But letting this pass, and returning again to the sensitive feelings of G. U., let us see what evidence he has to give of the sneers of the Parisians at our slovenly appearance in their fair city. He tells us that we are caricatured in every printseller’s window, and that the Palais Royal is full of plaster statuettes which jeer us as we pass. We may remark en passant that, in the caricature line at least, the Parisians—the acute, sarcastic Parisians—are the dullest dogs in Europe. If an actor, taking the rôle of a Frenchman, were to talk of eating frogs at the lowest theatre in London, he would be hissed off the stage for the staleness of his joke; but in the best Parisian theatres the Englishman is still represented with top-boots and belcher-handkerchiefs, either beating his wife, or exhibiting her for sale in the market-place with a rope round her neck. This is considered capital fun in Paris to this day, and is sure to bring the house down. When “Punch” touches up the Frenchman, or when Wigan brings him on the boards, they hit him, we fancy, a little harder. But let us see what their caricaturists can do. G. U. tells us that our slovenly outlandish dressing is the constant theme of their pencil.

At the head of the chapter is the gentleman who holds the mirror up to nature, and shows us just as we appear in that delightful spot, the Jardin Mabille. At a glance the reader perceives there is not much of the cabman about him; on the contrary, in his dress, at least, there is somewhat of the petit-maître. But where, by all that is gracious! did our Englishman get that hat? Could he obtain it at any price here?
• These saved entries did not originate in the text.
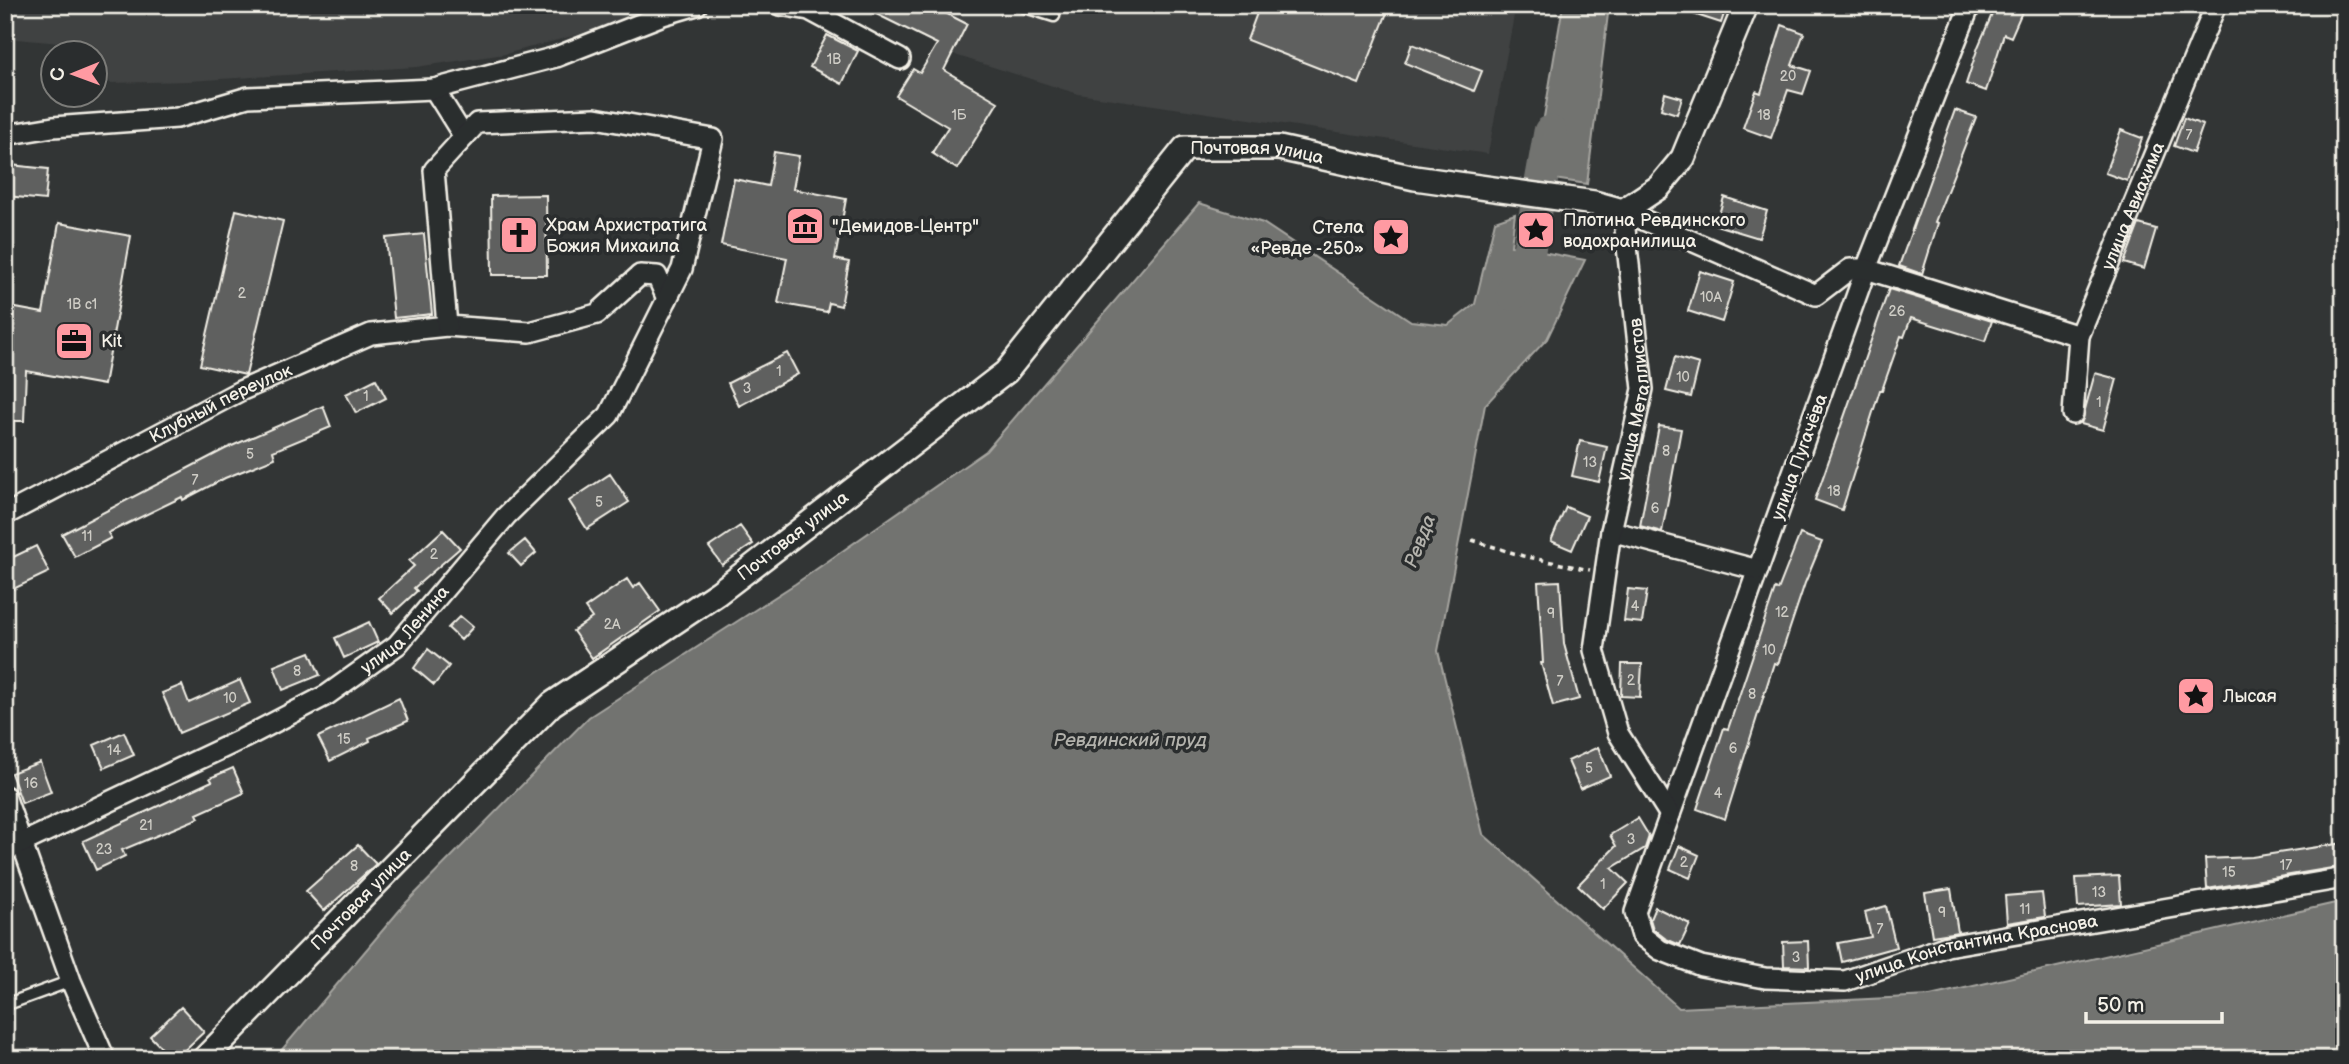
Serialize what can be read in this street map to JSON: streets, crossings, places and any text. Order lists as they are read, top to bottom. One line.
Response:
{"streets":{"street":["Почтовая улица","улица Авиахима","улица Металлистов","Клубный переулок","улица Пугачёва","улица Ленина","улица Константина Краснова"]},"crossings":[["Почтовая улица","улица Металлистов"],["улица Металлистов","улица Пугачёва"],["Клубный переулок","улица Ленина"],["улица Пугачёва","улица Константина Краснова"]],"water":["Ревда","Ревдинский пруд"],"places":{"museum":["\"Демидов-Центр\""],"place":["Плотина Ревдинского водохранилища","Стела «Ревде -250»","Лысая"],"church":["Храм Архистратига Божия Михаила"],"office":["Kit"]},"house_numbers":["1В","20","1Б","18","7","2","10А","1В с1","26","1","10","3","1","1","8","5","13","7","18","5","6","11","2","4","12","9","2А","10","8","2","7","8","10","15","6","14","5","16","4","21","3","23","2","17","8","15","1","13","11","9","7","3"],"scale_bar":"50 m","north":"left"}
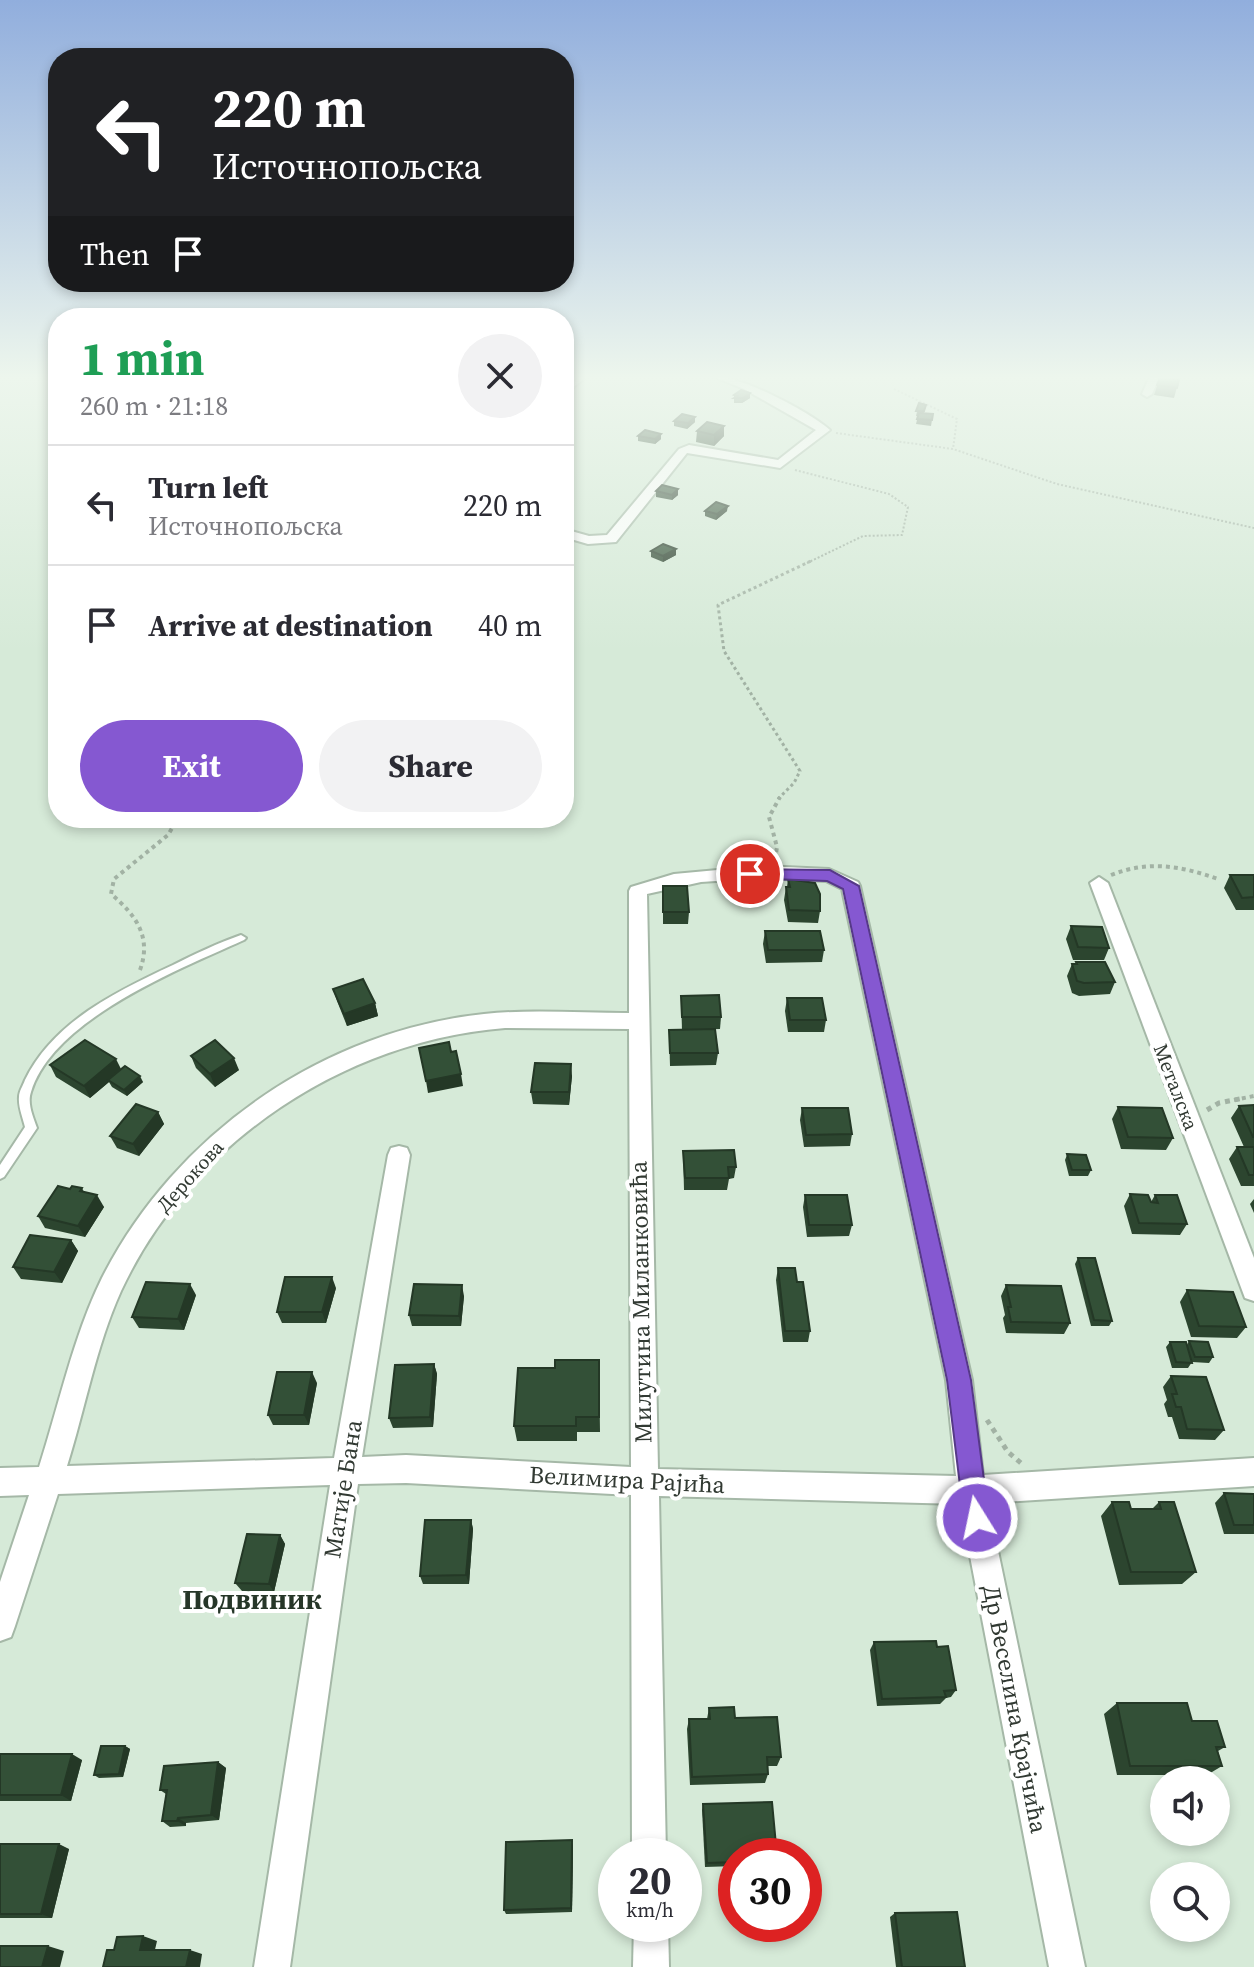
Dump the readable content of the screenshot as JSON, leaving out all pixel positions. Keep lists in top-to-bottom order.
{
  "streets": {
    "street": [
      "Металска",
      "Дерокова",
      "Милутина Миланковића",
      "Велимира Рајића",
      "Матије Бана",
      "Др Веселина Крајчића"
    ]
  },
  "crossings": [
    ["Дерокова", "Милутина Миланковића"],
    ["Дерокова", "Велимира Рајића"],
    ["Милутина Миланковића", "Велимира Рајића"],
    ["Милутина Миланковића", "Др Веселина Крајчића"],
    ["Велимира Рајића", "Матије Бана"],
    ["Велимира Рајића", "Др Веселина Крајчића"]
  ],
  "districts": ["Подвиник"],
  "page": {
    "turn": ["220 m", "Источнопољска"],
    "then": "Then",
    "heading": ["1 min", "260 m · 21:18"],
    "list": [
      {
        "name": "Turn left",
        "note": "Источнопољска",
        "value": "220 m"
      },
      {
        "name": "Arrive at destination",
        "value": "40 m"
      }
    ],
    "buttons": ["Exit", "Share"],
    "speed": "20 km/h",
    "limit": "30"
  }
}
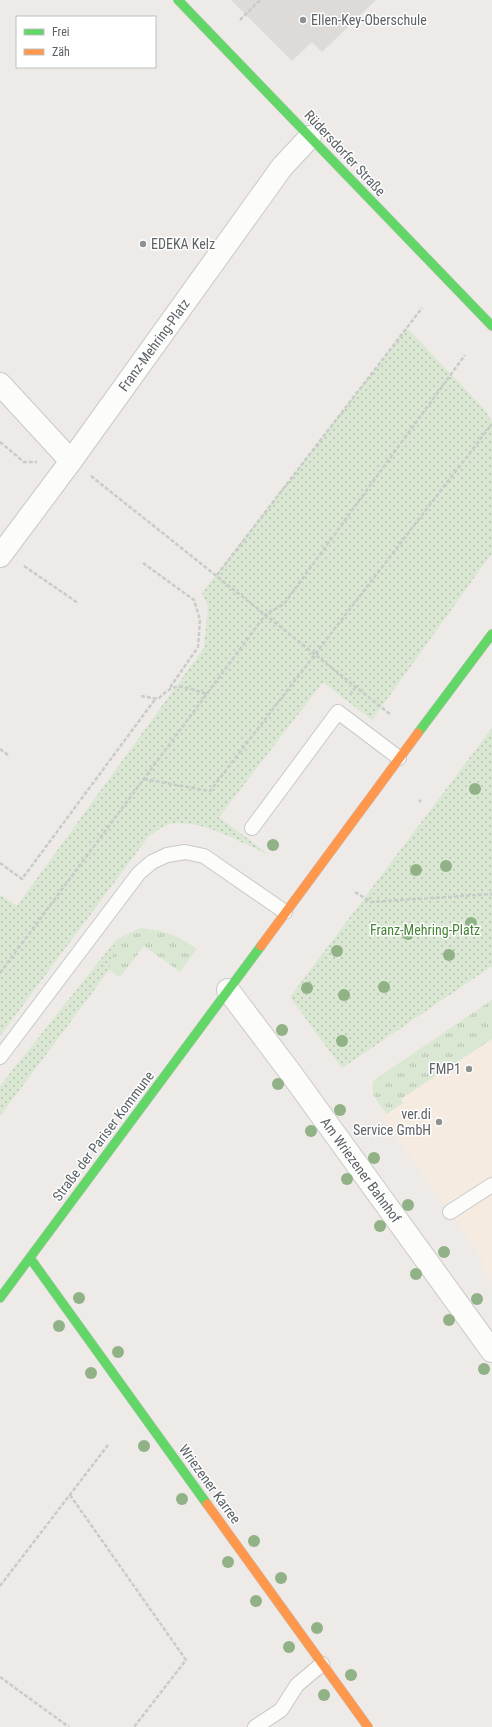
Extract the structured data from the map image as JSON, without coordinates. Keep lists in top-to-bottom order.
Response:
{
  "streets": {
    "street": [
      "Rüdersdorfer Straße",
      "Franz-Mehring-Platz",
      "Straße der Pariser Kommune",
      "Am Wriezener Bahnhof",
      "Wriezener Karree"
    ]
  },
  "crossings": [
    ["Rüdersdorfer Straße", "Franz-Mehring-Platz"],
    ["Straße der Pariser Kommune", "Am Wriezener Bahnhof"],
    ["Straße der Pariser Kommune", "Wriezener Karree"]
  ],
  "parks": ["Franz-Mehring-Platz"],
  "places": [
    "Ellen-Key-Oberschule",
    "EDEKA Kelz",
    "FMP1",
    "ver.di Service GmbH"
  ],
  "legend": ["Frei", "Zäh"]
}
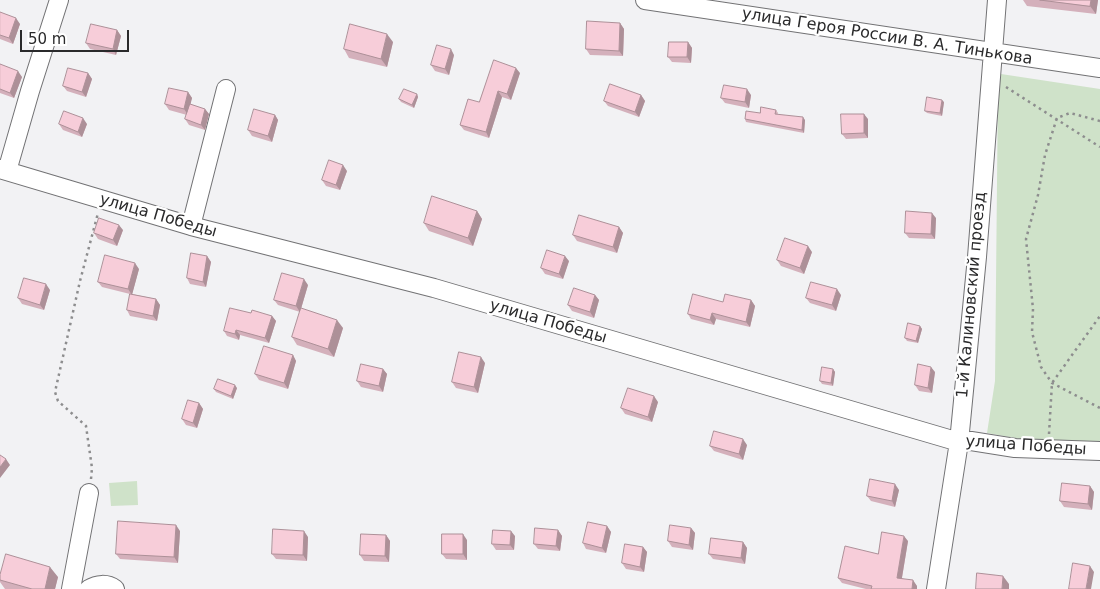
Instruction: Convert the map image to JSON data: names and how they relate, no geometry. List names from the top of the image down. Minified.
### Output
{"streets":{"street":["улица Героя России В. А. Тинькова","улица Победы","1-й Калиновский проезд"]},"crossings":[["улица Героя России В. А. Тинькова","1-й Калиновский проезд"],["улица Победы","1-й Калиновский проезд"]],"scale_bar":"50 m"}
Did Lincoln and Bennett or Christy ever see such a specimen? That necktie, again. Come, now, G. U., confess that cabmen do not do the thing in that style. And the coat, waistcoat, and flower—why Jimmy Jessimy never turned out in brighter trim. If this is the Frenchman’s typical Englishman, he certainly is far removed from the “cabman” of G. U. The only ghost of a joke, as far as we can see, is the delightful mixture that “Un Anglais” is indulging in—coffee, claret and rum-and-water (by the lemon floating in it)—warranted, we should say, to take the bloom from his cheeks next morning. Is it a fact, we may ask, that the Adam’s-apple in the Englishman’s throat is more prononcé than in other people’s, or is the exaggeration of the picture another of our Parisian friend’s brilliant jokes?

But what have our friends across the water to say to the English ladies? This is the reply in the shape of one of the innumerable clay statuettes, which abound in the shops of the Palais Royal, and a specimen of which will be found on the previous page.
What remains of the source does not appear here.